> [Exercise]: The whole listing is to be given again without alteration, except that its pictures are dropped.
────────────────
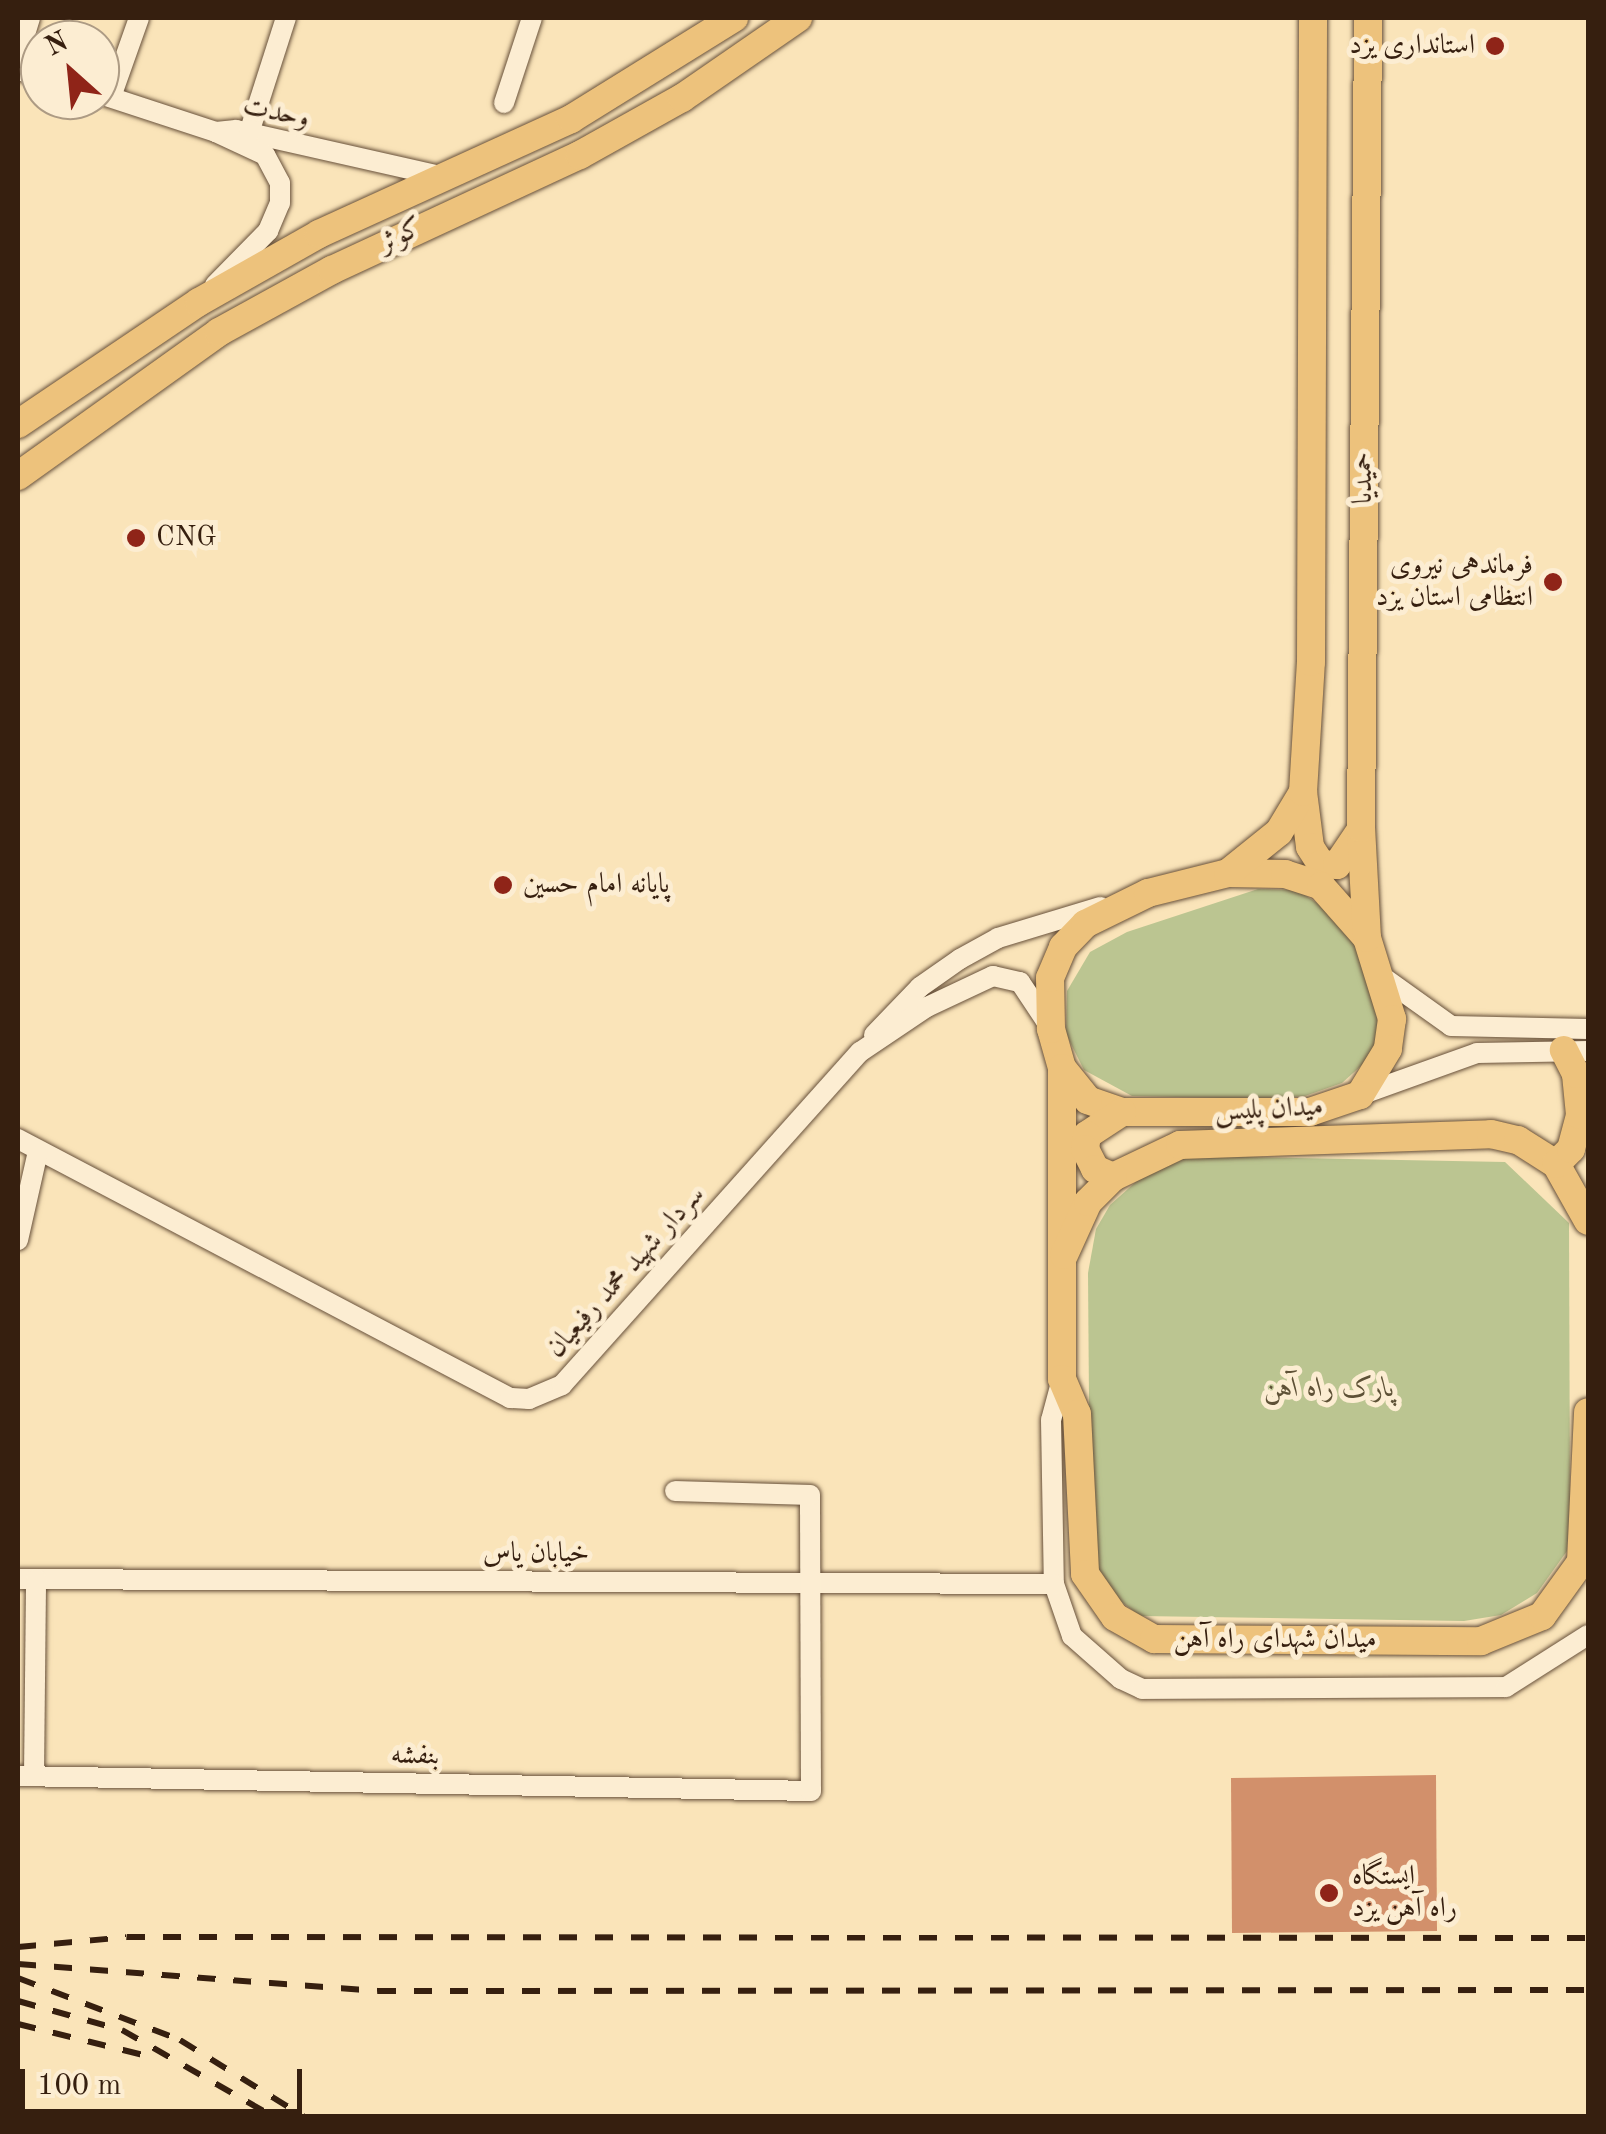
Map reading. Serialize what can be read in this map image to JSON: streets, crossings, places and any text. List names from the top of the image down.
{
  "streets": {
    "main road": [
      "کوثر",
      "حمیدیا",
      "میدان پلیس",
      "میدان شهدای راه آهن"
    ],
    "street": [
      "وحدت",
      "سردار شهید محمد رفیعیان",
      "خیابان یاس",
      "بنفشه"
    ]
  },
  "crossings": [
    ["وحدت", "کوثر"],
    ["حمیدیا", "میدان پلیس"],
    ["حمیدیا", "سردار شهید محمد رفیعیان"],
    ["حمیدیا", "میدان شهدای راه آهن"],
    ["میدان پلیس", "سردار شهید محمد رفیعیان"],
    ["میدان پلیس", "میدان شهدای راه آهن"],
    ["سردار شهید محمد رفیعیان", "میدان شهدای راه آهن"],
    ["خیابان یاس", "بنفشه"]
  ],
  "parks": ["پارک راه آهن"],
  "places": [
    "استانداری یزد",
    "CNG",
    "فرماندهی نیروی انتظامی استان یزد",
    "پایانه امام حسین",
    "ایستگاه راه آهن یزد"
  ],
  "scale_bar": "100 m",
  "north": "top left"
}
────────────────
> [Finished exercise]:
Map reading. Serialize what can be read in this map image to JSON: streets, crossings, places and any text. List names from the top of the image down.
{
  "streets": {
    "main road": [
      "کوثر",
      "حمیدیا",
      "میدان پلیس",
      "میدان شهدای راه آهن"
    ],
    "street": [
      "وحدت",
      "سردار شهید محمد رفیعیان",
      "خیابان یاس",
      "بنفشه"
    ]
  },
  "crossings": [
    ["وحدت", "کوثر"],
    ["حمیدیا", "میدان پلیس"],
    ["حمیدیا", "سردار شهید محمد رفیعیان"],
    ["حمیدیا", "میدان شهدای راه آهن"],
    ["میدان پلیس", "سردار شهید محمد رفیعیان"],
    ["میدان پلیس", "میدان شهدای راه آهن"],
    ["سردار شهید محمد رفیعیان", "میدان شهدای راه آهن"],
    ["خیابان یاس", "بنفشه"]
  ],
  "parks": ["پارک راه آهن"],
  "places": [
    "استانداری یزد",
    "CNG",
    "فرماندهی نیروی انتظامی استان یزد",
    "پایانه امام حسین",
    "ایستگاه راه آهن یزد"
  ],
  "scale_bar": "100 m",
  "north": "top left"
}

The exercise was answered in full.